• EXERCISE: Find the line in the data below that contains "Bounding boxes for". Return that line and all the lines after it, unchanged.
(DATA TO PROCESS Opens)
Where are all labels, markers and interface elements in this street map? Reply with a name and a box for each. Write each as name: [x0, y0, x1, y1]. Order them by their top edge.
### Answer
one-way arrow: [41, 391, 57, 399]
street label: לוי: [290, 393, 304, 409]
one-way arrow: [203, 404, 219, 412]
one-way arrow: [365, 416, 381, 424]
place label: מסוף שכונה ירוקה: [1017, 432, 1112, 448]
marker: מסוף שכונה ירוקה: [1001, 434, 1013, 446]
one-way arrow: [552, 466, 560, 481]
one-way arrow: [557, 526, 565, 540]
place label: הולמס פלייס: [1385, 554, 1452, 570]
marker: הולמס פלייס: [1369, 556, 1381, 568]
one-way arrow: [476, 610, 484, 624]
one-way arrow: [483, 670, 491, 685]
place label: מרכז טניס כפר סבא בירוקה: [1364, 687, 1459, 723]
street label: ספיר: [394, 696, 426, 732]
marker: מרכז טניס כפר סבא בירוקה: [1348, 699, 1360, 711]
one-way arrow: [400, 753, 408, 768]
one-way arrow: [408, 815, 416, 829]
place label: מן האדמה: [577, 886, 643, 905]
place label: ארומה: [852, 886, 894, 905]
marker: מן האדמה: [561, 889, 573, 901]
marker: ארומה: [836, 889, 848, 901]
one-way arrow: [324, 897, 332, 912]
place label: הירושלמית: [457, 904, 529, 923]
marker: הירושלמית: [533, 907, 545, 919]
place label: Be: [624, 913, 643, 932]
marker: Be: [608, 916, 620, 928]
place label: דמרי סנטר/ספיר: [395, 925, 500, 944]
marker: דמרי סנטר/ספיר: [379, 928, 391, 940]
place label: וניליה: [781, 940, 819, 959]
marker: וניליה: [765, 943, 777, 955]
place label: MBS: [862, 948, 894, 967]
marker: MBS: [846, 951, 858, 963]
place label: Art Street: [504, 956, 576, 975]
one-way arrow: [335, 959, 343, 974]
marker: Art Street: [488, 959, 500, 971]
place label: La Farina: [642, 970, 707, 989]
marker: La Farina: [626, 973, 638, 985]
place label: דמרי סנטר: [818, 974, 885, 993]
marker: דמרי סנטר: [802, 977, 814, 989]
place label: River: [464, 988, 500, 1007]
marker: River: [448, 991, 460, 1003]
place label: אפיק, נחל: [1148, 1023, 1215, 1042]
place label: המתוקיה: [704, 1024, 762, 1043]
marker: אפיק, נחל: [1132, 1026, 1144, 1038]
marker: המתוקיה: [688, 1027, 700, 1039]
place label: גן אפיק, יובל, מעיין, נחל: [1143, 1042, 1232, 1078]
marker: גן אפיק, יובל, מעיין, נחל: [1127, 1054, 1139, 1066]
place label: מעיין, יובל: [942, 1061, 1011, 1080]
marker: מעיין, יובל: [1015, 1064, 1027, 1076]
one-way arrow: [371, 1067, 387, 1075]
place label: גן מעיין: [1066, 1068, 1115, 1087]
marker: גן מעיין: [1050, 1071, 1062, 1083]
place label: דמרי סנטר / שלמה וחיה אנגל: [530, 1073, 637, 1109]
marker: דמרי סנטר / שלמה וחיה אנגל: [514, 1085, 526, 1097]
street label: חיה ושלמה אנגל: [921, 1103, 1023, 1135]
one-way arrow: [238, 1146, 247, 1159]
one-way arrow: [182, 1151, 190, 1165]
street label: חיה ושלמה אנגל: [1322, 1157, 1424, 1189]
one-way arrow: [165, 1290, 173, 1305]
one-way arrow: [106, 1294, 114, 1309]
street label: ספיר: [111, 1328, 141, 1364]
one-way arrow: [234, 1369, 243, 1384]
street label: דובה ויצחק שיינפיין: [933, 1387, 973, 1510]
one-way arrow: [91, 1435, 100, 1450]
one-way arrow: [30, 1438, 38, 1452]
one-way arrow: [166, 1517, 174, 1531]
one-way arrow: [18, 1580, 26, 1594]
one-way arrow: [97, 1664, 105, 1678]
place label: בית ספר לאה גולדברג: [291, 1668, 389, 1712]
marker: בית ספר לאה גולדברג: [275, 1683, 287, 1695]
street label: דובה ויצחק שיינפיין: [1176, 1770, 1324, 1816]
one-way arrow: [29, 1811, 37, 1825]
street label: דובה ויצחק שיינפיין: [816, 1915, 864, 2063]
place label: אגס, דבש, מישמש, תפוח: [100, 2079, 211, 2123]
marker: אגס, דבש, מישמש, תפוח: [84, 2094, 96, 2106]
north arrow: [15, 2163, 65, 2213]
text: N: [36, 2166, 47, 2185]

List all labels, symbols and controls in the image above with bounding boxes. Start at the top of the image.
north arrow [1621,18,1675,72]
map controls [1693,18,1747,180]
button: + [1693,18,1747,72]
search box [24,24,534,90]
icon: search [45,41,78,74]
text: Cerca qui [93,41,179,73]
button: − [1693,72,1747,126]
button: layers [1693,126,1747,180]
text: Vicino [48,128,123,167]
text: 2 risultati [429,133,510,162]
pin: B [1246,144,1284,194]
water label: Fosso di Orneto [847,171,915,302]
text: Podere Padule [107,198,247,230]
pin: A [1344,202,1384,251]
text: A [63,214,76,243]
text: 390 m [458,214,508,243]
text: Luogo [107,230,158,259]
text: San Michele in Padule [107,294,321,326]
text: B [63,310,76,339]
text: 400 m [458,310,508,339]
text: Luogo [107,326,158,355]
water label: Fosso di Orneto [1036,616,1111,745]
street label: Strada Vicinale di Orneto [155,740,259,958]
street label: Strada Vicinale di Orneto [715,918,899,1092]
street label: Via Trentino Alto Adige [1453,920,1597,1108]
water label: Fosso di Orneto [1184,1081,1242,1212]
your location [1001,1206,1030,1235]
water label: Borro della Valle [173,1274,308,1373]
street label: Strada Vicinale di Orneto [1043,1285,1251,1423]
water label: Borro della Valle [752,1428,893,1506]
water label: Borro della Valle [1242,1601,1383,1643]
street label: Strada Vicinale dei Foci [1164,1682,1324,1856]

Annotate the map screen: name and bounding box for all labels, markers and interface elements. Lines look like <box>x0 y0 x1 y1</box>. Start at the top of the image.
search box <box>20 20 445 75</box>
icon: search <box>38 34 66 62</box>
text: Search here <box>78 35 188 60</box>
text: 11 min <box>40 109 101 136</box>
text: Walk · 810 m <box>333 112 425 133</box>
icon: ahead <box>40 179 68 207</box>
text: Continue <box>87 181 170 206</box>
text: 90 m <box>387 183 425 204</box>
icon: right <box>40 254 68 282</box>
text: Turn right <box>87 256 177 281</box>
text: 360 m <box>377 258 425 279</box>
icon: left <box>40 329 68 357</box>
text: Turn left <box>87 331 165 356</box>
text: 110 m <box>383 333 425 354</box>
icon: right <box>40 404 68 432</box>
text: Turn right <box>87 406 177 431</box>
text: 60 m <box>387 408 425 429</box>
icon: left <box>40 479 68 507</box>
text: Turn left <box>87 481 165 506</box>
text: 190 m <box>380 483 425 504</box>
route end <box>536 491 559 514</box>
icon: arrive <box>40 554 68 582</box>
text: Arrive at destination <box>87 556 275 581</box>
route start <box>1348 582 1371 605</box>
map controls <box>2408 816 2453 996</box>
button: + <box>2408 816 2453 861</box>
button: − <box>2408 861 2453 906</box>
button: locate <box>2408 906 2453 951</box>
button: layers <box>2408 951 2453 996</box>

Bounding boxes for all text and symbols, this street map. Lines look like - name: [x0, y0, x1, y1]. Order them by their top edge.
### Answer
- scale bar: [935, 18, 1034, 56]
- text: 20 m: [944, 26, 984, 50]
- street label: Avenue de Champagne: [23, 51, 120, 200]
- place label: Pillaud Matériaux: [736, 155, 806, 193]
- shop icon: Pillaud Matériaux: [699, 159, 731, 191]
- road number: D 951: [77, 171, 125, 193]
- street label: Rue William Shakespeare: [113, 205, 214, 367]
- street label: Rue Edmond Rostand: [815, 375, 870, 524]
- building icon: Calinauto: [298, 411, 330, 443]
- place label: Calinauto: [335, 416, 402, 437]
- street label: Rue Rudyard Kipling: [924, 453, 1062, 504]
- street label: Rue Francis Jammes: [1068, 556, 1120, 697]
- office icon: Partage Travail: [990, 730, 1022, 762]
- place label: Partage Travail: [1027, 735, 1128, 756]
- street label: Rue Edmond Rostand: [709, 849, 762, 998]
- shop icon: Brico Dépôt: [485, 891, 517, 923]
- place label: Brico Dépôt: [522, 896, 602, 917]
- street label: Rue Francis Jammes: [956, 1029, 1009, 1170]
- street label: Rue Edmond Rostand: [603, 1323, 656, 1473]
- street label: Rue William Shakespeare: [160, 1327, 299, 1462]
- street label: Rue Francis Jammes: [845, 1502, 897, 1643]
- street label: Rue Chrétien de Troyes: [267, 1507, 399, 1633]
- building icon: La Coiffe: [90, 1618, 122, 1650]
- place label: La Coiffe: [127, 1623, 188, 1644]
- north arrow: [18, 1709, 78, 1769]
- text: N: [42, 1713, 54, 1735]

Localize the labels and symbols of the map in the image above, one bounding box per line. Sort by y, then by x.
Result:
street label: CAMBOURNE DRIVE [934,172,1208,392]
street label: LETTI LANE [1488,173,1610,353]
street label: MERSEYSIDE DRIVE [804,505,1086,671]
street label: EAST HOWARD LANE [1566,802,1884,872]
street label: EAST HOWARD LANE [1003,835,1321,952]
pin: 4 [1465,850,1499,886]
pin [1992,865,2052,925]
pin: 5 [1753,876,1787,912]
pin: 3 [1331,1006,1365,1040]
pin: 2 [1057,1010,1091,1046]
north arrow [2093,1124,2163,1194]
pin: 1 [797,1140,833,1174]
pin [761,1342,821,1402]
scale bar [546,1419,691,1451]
(DATA TO PROCESS Closes)
• TASK ANSWER:
Bounding boxes for all text and symbols, this street map. Lines look like - name: [x0, y0, x1, y1]. Order them by their top edge.
### Answer
- scale bar: [935, 18, 1034, 56]
- text: 20 m: [944, 26, 984, 50]
- street label: Avenue de Champagne: [23, 51, 120, 200]
- place label: Pillaud Matériaux: [736, 155, 806, 193]
- shop icon: Pillaud Matériaux: [699, 159, 731, 191]
- road number: D 951: [77, 171, 125, 193]
- street label: Rue William Shakespeare: [113, 205, 214, 367]
- street label: Rue Edmond Rostand: [815, 375, 870, 524]
- building icon: Calinauto: [298, 411, 330, 443]
- place label: Calinauto: [335, 416, 402, 437]
- street label: Rue Rudyard Kipling: [924, 453, 1062, 504]
- street label: Rue Francis Jammes: [1068, 556, 1120, 697]
- office icon: Partage Travail: [990, 730, 1022, 762]
- place label: Partage Travail: [1027, 735, 1128, 756]
- street label: Rue Edmond Rostand: [709, 849, 762, 998]
- shop icon: Brico Dépôt: [485, 891, 517, 923]
- place label: Brico Dépôt: [522, 896, 602, 917]
- street label: Rue Francis Jammes: [956, 1029, 1009, 1170]
- street label: Rue Edmond Rostand: [603, 1323, 656, 1473]
- street label: Rue William Shakespeare: [160, 1327, 299, 1462]
- street label: Rue Francis Jammes: [845, 1502, 897, 1643]
- street label: Rue Chrétien de Troyes: [267, 1507, 399, 1633]
- building icon: La Coiffe: [90, 1618, 122, 1650]
- place label: La Coiffe: [127, 1623, 188, 1644]
- north arrow: [18, 1709, 78, 1769]
- text: N: [42, 1713, 54, 1735]

Localize the labels and symbols of the map in the image above, one bounding box per line. Sort by y, then by x.
Result:
street label: CAMBOURNE DRIVE [934,172,1208,392]
street label: LETTI LANE [1488,173,1610,353]
street label: MERSEYSIDE DRIVE [804,505,1086,671]
street label: EAST HOWARD LANE [1566,802,1884,872]
street label: EAST HOWARD LANE [1003,835,1321,952]
pin: 4 [1465,850,1499,886]
pin [1992,865,2052,925]
pin: 5 [1753,876,1787,912]
pin: 3 [1331,1006,1365,1040]
pin: 2 [1057,1010,1091,1046]
north arrow [2093,1124,2163,1194]
pin: 1 [797,1140,833,1174]
pin [761,1342,821,1402]
scale bar [546,1419,691,1451]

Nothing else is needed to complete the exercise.